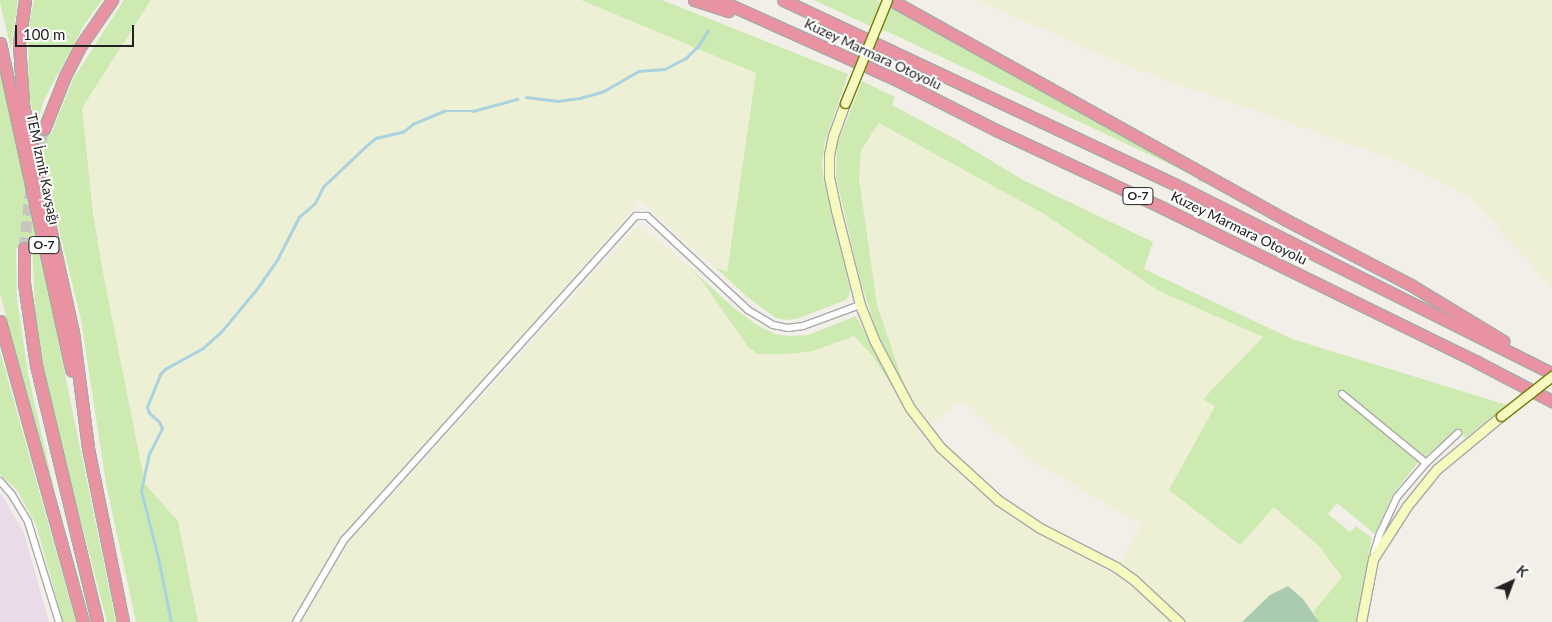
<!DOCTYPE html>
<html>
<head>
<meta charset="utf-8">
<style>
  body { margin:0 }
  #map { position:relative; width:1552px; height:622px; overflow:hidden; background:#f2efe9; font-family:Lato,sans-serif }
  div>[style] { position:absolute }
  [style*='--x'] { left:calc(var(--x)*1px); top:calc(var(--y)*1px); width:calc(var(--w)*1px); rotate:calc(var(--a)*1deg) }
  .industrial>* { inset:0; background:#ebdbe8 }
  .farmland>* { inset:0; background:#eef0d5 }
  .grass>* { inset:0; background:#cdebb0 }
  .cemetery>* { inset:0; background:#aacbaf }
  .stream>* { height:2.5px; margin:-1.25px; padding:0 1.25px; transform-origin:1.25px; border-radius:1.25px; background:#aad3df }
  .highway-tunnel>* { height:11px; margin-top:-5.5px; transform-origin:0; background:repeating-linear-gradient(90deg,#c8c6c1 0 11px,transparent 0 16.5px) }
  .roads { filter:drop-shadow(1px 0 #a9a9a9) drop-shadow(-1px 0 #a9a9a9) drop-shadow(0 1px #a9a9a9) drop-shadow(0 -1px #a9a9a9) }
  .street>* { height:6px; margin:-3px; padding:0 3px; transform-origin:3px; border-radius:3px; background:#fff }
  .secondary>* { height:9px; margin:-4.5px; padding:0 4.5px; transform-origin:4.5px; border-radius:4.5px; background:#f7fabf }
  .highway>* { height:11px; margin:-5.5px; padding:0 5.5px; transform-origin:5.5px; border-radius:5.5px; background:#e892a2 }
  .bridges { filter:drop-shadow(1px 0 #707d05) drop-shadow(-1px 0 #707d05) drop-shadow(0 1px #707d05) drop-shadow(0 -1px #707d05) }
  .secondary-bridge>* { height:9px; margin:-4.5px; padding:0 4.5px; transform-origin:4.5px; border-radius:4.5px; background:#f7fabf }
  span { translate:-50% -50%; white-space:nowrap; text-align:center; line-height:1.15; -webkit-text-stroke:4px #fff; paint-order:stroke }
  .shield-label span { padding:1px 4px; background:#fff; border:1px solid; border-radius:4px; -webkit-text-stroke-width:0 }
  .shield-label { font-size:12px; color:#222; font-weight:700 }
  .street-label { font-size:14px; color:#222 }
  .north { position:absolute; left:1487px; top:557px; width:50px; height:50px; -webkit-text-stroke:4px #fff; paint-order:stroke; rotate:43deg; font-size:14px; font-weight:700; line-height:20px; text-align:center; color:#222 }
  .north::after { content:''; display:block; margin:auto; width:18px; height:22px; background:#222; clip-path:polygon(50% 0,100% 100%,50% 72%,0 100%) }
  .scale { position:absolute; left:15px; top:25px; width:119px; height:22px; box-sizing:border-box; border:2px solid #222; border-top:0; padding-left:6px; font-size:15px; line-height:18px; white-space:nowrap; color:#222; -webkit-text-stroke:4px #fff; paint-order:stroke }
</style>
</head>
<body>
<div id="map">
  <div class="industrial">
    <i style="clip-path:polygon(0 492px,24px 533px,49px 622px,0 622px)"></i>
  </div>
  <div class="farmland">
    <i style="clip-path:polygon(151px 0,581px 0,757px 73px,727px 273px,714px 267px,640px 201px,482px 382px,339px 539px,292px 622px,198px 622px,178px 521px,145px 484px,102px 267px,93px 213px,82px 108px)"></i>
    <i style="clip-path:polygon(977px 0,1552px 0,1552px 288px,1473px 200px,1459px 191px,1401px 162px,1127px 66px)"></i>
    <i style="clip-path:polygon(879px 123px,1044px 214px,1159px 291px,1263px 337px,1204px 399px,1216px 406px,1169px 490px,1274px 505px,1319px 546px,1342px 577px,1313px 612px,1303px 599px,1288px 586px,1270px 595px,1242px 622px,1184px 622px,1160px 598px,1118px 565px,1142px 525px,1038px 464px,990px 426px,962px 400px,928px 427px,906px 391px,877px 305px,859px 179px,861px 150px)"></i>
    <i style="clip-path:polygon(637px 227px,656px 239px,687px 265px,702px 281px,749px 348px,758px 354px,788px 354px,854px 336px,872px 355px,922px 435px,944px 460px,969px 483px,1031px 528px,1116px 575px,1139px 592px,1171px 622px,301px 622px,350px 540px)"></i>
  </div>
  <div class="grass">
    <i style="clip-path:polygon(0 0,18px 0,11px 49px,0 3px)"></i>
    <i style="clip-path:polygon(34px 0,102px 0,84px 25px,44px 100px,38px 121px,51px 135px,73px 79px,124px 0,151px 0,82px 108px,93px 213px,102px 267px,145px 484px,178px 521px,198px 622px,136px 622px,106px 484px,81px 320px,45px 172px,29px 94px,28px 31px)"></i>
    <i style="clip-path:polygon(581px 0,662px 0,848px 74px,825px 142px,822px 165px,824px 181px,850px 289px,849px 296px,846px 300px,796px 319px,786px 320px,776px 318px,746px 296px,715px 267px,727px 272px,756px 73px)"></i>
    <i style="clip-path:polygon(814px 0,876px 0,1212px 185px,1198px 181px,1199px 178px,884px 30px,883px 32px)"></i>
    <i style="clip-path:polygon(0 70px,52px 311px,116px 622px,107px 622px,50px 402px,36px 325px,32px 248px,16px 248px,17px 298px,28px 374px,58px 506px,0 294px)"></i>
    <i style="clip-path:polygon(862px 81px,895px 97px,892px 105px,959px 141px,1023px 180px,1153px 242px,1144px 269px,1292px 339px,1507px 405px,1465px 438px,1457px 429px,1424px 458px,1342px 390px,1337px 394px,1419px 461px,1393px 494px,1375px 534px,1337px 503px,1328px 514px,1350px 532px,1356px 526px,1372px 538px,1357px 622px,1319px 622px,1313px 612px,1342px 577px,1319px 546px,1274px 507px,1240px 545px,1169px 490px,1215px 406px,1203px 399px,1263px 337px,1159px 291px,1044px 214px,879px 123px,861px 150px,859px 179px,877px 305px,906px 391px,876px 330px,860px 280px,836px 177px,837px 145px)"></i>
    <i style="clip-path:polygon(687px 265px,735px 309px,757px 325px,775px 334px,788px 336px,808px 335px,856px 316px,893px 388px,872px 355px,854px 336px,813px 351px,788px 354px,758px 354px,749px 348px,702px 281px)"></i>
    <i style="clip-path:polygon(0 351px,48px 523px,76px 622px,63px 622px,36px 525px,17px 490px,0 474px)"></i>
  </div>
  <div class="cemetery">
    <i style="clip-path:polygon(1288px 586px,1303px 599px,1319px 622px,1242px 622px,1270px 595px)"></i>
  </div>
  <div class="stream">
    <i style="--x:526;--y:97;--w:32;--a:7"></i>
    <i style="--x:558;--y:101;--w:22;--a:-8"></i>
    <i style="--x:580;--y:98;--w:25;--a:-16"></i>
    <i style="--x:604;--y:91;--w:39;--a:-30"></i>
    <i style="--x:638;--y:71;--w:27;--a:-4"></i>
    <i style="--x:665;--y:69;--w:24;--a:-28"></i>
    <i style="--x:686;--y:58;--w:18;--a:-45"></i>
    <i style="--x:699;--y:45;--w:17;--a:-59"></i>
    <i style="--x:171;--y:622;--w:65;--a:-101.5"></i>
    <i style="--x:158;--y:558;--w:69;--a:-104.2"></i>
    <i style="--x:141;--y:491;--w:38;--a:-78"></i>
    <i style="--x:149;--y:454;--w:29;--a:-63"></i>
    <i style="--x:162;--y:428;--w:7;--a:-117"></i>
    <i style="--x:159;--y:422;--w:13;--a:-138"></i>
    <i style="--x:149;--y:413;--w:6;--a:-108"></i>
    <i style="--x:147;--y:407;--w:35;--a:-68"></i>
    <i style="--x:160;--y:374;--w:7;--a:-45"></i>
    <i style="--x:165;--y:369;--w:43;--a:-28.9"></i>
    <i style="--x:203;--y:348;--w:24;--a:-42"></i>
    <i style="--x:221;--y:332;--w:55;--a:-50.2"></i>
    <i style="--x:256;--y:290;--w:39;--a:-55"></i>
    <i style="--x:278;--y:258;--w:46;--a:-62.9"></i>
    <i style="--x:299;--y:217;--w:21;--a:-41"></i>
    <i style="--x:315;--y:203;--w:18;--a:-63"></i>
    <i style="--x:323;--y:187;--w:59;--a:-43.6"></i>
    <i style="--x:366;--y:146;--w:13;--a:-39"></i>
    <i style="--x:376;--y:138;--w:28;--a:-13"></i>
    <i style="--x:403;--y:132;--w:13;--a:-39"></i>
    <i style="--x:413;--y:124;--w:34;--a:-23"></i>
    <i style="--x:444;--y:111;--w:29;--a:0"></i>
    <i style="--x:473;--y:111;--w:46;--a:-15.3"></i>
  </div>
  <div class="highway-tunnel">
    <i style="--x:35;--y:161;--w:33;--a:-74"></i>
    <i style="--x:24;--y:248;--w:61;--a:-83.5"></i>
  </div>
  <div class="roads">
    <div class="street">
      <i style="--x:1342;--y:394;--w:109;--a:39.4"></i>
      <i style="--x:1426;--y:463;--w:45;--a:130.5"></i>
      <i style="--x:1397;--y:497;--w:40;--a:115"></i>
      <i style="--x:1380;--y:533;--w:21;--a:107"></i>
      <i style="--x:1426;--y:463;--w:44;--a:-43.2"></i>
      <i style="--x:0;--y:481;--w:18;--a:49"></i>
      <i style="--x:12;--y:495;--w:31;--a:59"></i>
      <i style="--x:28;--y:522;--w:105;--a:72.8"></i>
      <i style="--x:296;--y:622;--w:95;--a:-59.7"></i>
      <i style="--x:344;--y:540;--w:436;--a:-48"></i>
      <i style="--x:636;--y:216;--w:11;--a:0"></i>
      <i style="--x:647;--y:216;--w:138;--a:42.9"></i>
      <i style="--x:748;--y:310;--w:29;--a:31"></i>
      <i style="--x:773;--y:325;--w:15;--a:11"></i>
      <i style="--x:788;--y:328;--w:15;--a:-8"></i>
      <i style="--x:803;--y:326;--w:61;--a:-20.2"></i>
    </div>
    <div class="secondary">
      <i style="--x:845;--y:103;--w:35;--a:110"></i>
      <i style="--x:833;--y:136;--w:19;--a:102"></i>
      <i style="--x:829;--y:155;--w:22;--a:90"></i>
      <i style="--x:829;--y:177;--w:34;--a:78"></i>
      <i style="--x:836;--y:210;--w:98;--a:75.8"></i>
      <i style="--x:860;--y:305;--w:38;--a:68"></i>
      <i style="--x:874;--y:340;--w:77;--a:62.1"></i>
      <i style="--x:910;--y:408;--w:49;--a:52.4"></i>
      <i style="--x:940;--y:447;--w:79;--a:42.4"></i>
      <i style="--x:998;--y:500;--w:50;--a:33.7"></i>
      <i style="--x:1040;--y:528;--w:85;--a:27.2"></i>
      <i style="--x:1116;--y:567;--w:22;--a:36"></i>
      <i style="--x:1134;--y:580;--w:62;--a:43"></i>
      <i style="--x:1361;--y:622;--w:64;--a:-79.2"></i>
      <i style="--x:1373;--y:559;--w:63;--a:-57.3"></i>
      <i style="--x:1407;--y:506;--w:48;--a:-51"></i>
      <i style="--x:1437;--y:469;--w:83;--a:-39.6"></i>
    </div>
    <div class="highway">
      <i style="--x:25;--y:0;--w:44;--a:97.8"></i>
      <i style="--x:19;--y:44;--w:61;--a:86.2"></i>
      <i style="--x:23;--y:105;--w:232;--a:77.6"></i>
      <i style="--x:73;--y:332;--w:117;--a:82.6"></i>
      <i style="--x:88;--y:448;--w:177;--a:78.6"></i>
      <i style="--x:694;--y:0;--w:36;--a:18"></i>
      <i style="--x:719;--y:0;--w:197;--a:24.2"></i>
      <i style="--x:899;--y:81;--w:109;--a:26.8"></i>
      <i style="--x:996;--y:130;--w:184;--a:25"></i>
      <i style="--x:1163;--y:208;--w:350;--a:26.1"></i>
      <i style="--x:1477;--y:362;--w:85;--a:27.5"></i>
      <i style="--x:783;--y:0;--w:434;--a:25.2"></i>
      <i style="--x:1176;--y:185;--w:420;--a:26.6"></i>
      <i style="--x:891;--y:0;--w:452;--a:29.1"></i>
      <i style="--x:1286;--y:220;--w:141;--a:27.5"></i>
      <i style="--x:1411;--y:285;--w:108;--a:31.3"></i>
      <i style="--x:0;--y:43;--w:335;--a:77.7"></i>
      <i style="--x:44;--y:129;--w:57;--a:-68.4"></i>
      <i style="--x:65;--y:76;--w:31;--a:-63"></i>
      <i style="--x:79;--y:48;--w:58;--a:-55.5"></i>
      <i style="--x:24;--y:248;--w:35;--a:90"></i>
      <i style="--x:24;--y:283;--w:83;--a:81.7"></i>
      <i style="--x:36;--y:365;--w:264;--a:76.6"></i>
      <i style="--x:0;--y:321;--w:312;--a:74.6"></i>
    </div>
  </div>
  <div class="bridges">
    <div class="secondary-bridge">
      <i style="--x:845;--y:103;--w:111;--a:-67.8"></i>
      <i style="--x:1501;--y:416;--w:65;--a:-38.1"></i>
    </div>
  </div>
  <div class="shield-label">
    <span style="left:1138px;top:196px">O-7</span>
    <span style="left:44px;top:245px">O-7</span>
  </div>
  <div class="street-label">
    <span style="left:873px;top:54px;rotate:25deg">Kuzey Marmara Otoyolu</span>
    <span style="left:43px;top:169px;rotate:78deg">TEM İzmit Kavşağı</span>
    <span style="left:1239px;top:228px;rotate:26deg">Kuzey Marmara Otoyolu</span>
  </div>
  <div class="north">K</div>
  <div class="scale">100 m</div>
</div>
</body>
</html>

□ □ □

* _Task to complete_:
Could you find every line in the records above that has the string "cemetery" and copy it?

* _Task result_:
  .cemetery>* { inset:0; background:#aacbaf }
  <div class="cemetery">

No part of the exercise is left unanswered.